Сегодня на Олю смотрят. Оля скромно улыбается в шарф, только горящие девчоночьи глаза поблескивают и выдают ее радость.

Школа встречает ее удивлением на лицах учеников. Оля идет гордо. Впервые за долгое-долгое время, а может и вовсе впервые, Оля смотрит не в пол.

Она проходит мимо зеркала, и мельком бросает на себя взгляд – Оля чувствует себя красивой.

На уроке тишина. Ученики молчат. Двадцать с лишним пар глаз приковано к Оле. Когда еще такое было? Они едва перешептываются, через класс по красивой длинной дуге пролетает тройка записок. И все. Урок проходит в молчании.

Оля довольна собой. Она ищет себя глазами в любой мало-мальски отражающей поверхности – в савдеповской еще лаковой столешнице, в морозном льдистом окне, в выпуклой, как рыбий глаз, столовской ложке. Оля сегодня красивее всех.

Дашка выуживает ее в коридоре, без слов аккуратно берет под локоть и деликатно, но с силой уводит в свой кабинет.

– Ты дура что ли? – восклицает Дашка, едва дверной замок находит свою вторую створку.

– Даш, – робко возражает Оля.

– Ты зачем так размалевалась?

Даша горестно вздыхает, присаживается на край стула, качает головой.

– Ученики только о тебе и говорят – в коридоре услышала. Смотрю – а ведь правду говорят!

Оля краснеет, но под румянами этого не видно.

Даша снова вздыхает, еще протяжнее и тяжелей.

– Ладно, – говорит она, – принесла с собой?

– Что принесла?

– Да косметику свою, Оль! – взрывается Даша.

– Нет, – отвечает Оля тихо.

– Нет, – повторяет эхом Даша и задумчиво, словно во сне, идет к своему столу, выдвигает ящик, достает матерчатую сумочку.

– У меня немного, но уж что есть.

Дергается дверная ручка, но дверь заперта.

– Дарь Санна, я на консультацию пришел, открывайте! – пищит мальчишеский голос.

– У меня обед! – не отвлекаясь кричит Дашка.

– Какой еще обед!? – дверь начинают пинать ногой. – Большая перемена давно закончилась!

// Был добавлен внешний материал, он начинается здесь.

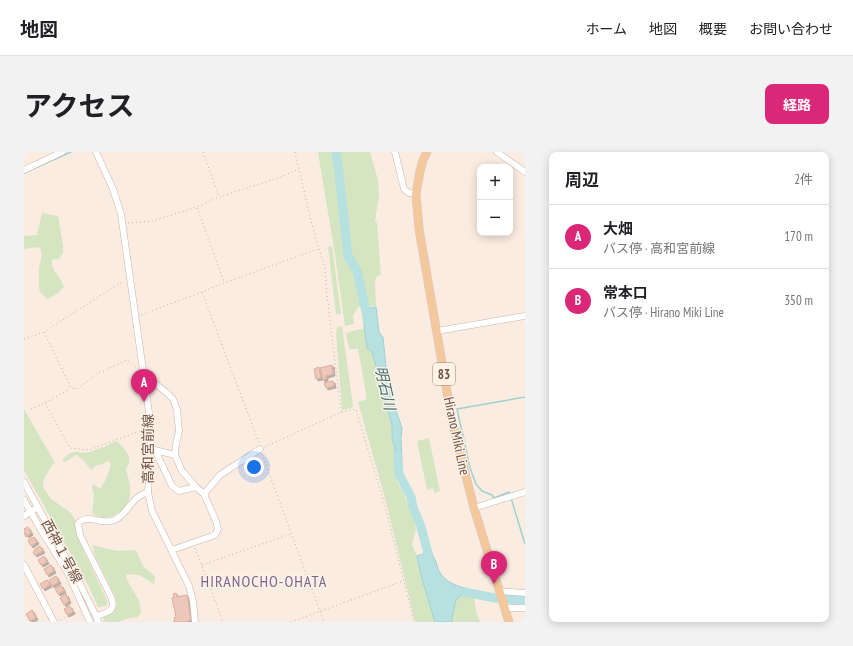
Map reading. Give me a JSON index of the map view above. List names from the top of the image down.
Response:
{
  "streets": {
    "main road": ["83", "Hirano Miki Line"],
    "street": ["高和宮前線", "西神１号線"]
  },
  "districts": ["HIRANOCHO-OHATA"],
  "water": ["明石川"],
  "page": {
    "header": "地図",
    "nav": [
      "ホーム",
      "地図",
      "概要",
      "お問い合わせ"
    ],
    "title": "アクセス",
    "buttons": "経路",
    "heading": ["周辺", "2件"],
    "map_buttons": ["+", "−"],
    "list": [
      {
        "mark": "A",
        "name": "大畑",
        "note": "バス停 · 高和宮前線",
        "value": "170 m"
      },
      {
        "mark": "B",
        "name": "常本口",
        "note": "バス停 · Hirano Miki Line",
        "value": "350 m"
      }
    ],
    "pins": ["A", "B"]
  }
}
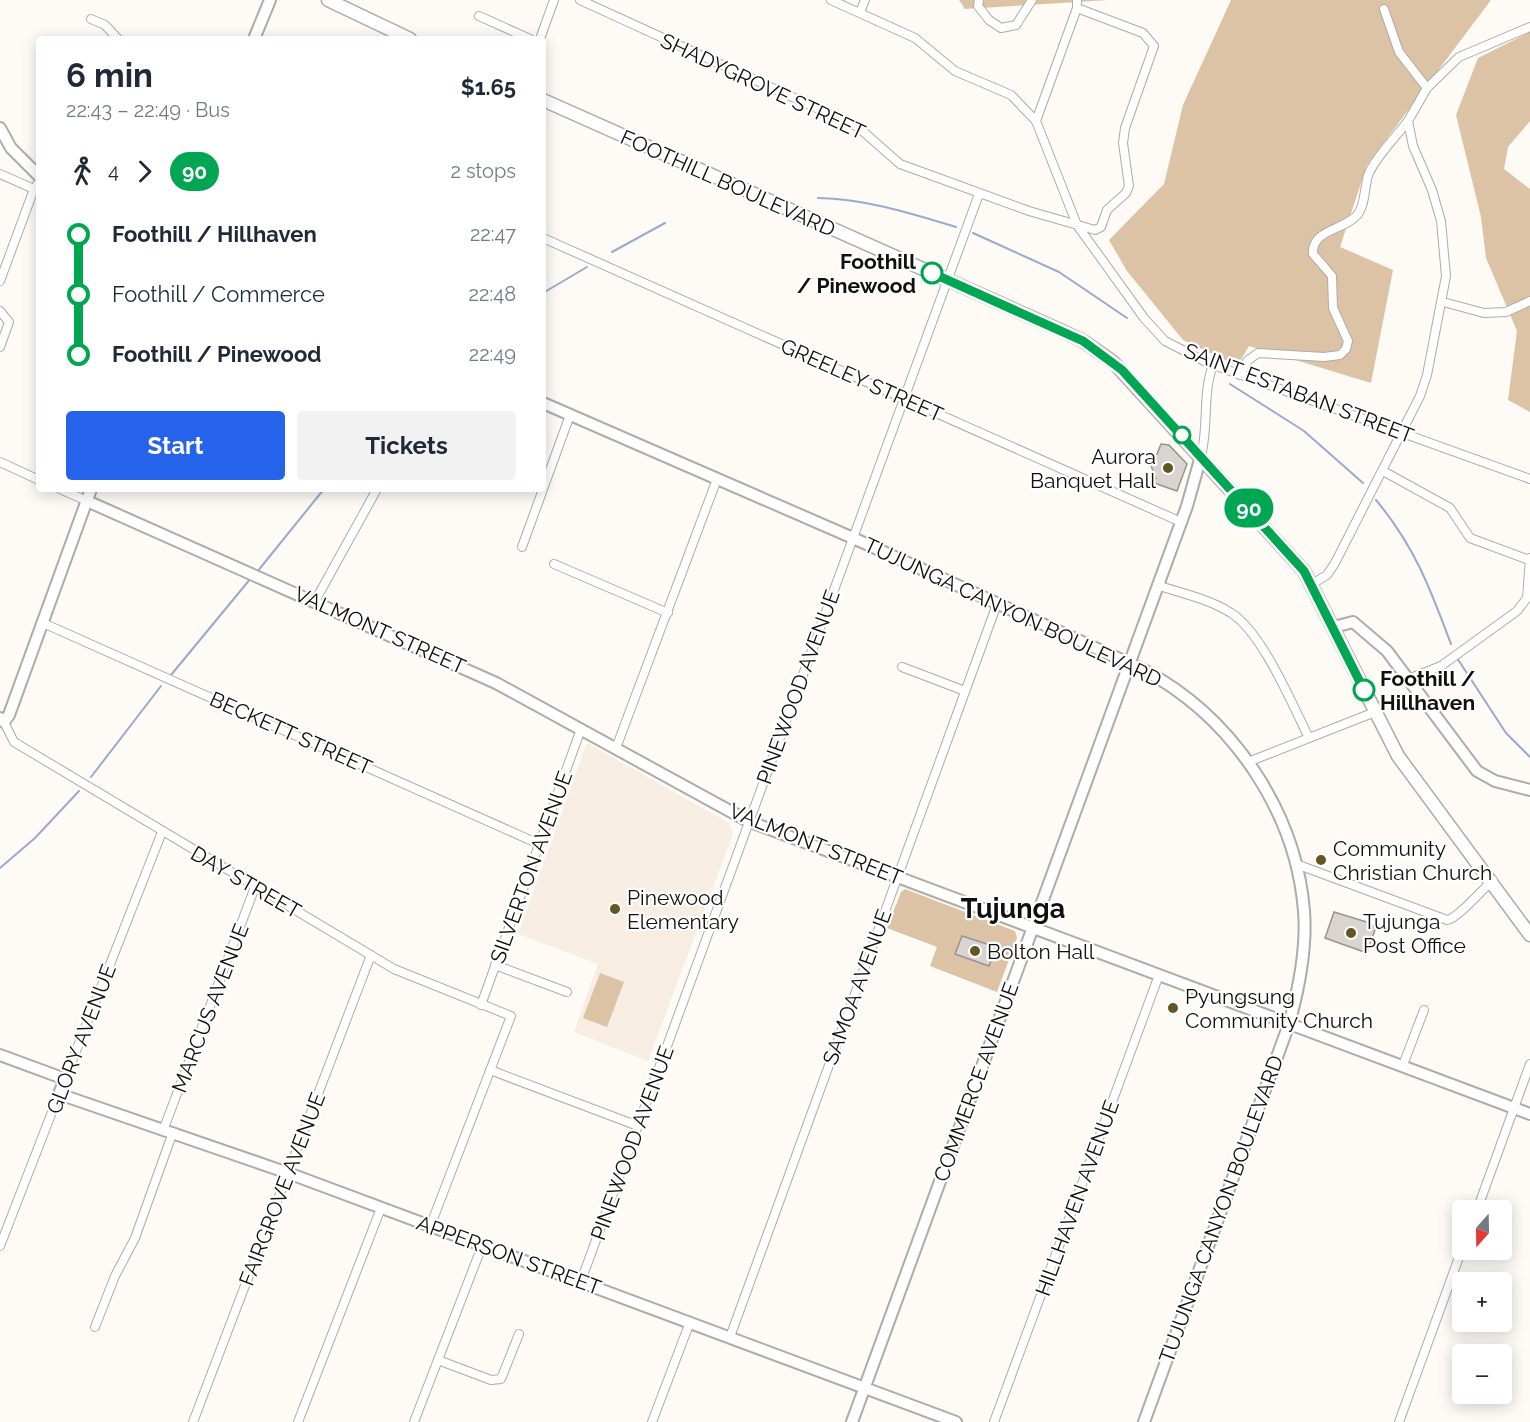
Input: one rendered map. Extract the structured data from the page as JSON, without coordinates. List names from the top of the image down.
{
  "streets": {
    "main road": ["FOOTHILL BOULEVARD"],
    "street": [
      "SHADYGROVE STREET",
      "GREELEY STREET",
      "SAINT ESTABAN STREET",
      "TUJUNGA CANYON BOULEVARD",
      "VALMONT STREET",
      "PINEWOOD AVENUE",
      "BECKETT STREET",
      "SILVERTON AVENUE",
      "DAY STREET",
      "SAMOA AVENUE",
      "MARCUS AVENUE",
      "GLORY AVENUE",
      "COMMERCE AVENUE",
      "FAIRGROVE AVENUE",
      "HILLHAVEN AVENUE",
      "APPERSON STREET"
    ]
  },
  "crossings": [
    ["SHADYGROVE STREET", "SAINT ESTABAN STREET"],
    ["SHADYGROVE STREET", "PINEWOOD AVENUE"],
    ["FOOTHILL BOULEVARD", "PINEWOOD AVENUE"],
    ["FOOTHILL BOULEVARD", "COMMERCE AVENUE"],
    ["GREELEY STREET", "PINEWOOD AVENUE"],
    ["GREELEY STREET", "COMMERCE AVENUE"],
    ["SAINT ESTABAN STREET", "COMMERCE AVENUE"],
    ["TUJUNGA CANYON BOULEVARD", "VALMONT STREET"],
    ["TUJUNGA CANYON BOULEVARD", "PINEWOOD AVENUE"],
    ["TUJUNGA CANYON BOULEVARD", "SAMOA AVENUE"],
    ["TUJUNGA CANYON BOULEVARD", "COMMERCE AVENUE"],
    ["VALMONT STREET", "PINEWOOD AVENUE"],
    ["VALMONT STREET", "SILVERTON AVENUE"],
    ["VALMONT STREET", "SAMOA AVENUE"],
    ["VALMONT STREET", "COMMERCE AVENUE"],
    ["VALMONT STREET", "HILLHAVEN AVENUE"],
    ["PINEWOOD AVENUE", "APPERSON STREET"],
    ["BECKETT STREET", "SILVERTON AVENUE"],
    ["SILVERTON AVENUE", "DAY STREET"],
    ["DAY STREET", "MARCUS AVENUE"],
    ["DAY STREET", "GLORY AVENUE"],
    ["DAY STREET", "FAIRGROVE AVENUE"],
    ["SAMOA AVENUE", "APPERSON STREET"],
    ["MARCUS AVENUE", "APPERSON STREET"],
    ["GLORY AVENUE", "APPERSON STREET"],
    ["COMMERCE AVENUE", "APPERSON STREET"],
    ["FAIRGROVE AVENUE", "APPERSON STREET"]
  ],
  "districts": ["Tujunga"],
  "places": [
    "Foothill / Pinewood",
    "Aurora Banquet Hall",
    "Foothill / Hillhaven",
    "Community Christian Church",
    "Pinewood Elementary",
    "Tujunga Post Office",
    "Bolton Hall",
    "Pyungsung Community Church"
  ],
  "lines": ["bus line 90"],
  "north": "bottom",
  "page": {
    "on_map": "90",
    "heading": ["6 min", "22:43 – 22:49 · Bus", "$1.65"],
    "legs": ["4", "90", "2 stops"],
    "list": [
      {
        "name": "Foothill / Hillhaven",
        "value": "22:47"
      },
      {
        "name": "Foothill / Commerce",
        "value": "22:48"
      },
      {
        "name": "Foothill / Pinewood",
        "value": "22:49"
      }
    ],
    "buttons": ["Start", "Tickets"],
    "map_buttons": ["+", "−"]
  }
}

Закатив глаза, Даша отпирает щеколду и высовывает голову в щелочку.

– А я тебе не собачка по звонку есть.

Любопытный детский глаз так и норовит углядеть что-то за Дашиным телом.

– Я на вас директору нажалуюсь!

– Угу, и первый же пожалеешь! Топай давай, Семенов.

– Дашка дура! – кричит он в последней попытке вразумить упрямую Дашу.

Но та, показав ему язык, равнодушно закрывает дверь.

– Ты чего это? – ошарашенно спрашивает Оля.

Даша машет рукой:

– Он ко мне пятый год уже ходит «консультироваться». А по правде, мы с ним просто чай пьем.

– Родители у него – продолжает Даша погрустнев, – очень занятые люди. На ребенка времени нет. В день рождения он сам, в новый год – один. Вот он мной и компенсирует. Ребенку, хоть свой хоть чужой, нужен взрослый.

– Ничего, – добавляет она, – просопится, пропыхтится и придет.

– Ну, ты как это все сотворила-то? – обращается Даша к Оле.

Оля молчит, и Даша жалостливо вскрывает косметичку.

– Ты на малолеток то не смотри. Им чем ярче – тем лучше. Они так себе пиар создают, – и тут же машет рукой, мол, не бери Оля в голову, – а нам с тобой такой раскрас уже не подходит. Ты вот кто у нас? Девушка осень?

Глава 9 Оля

Мерседес за несколько дней успел поселиться у школьного входа. Яркий, поблескивающий на редком, почти зимнем уже солнце, он всякий раз мозолит Оле глаза.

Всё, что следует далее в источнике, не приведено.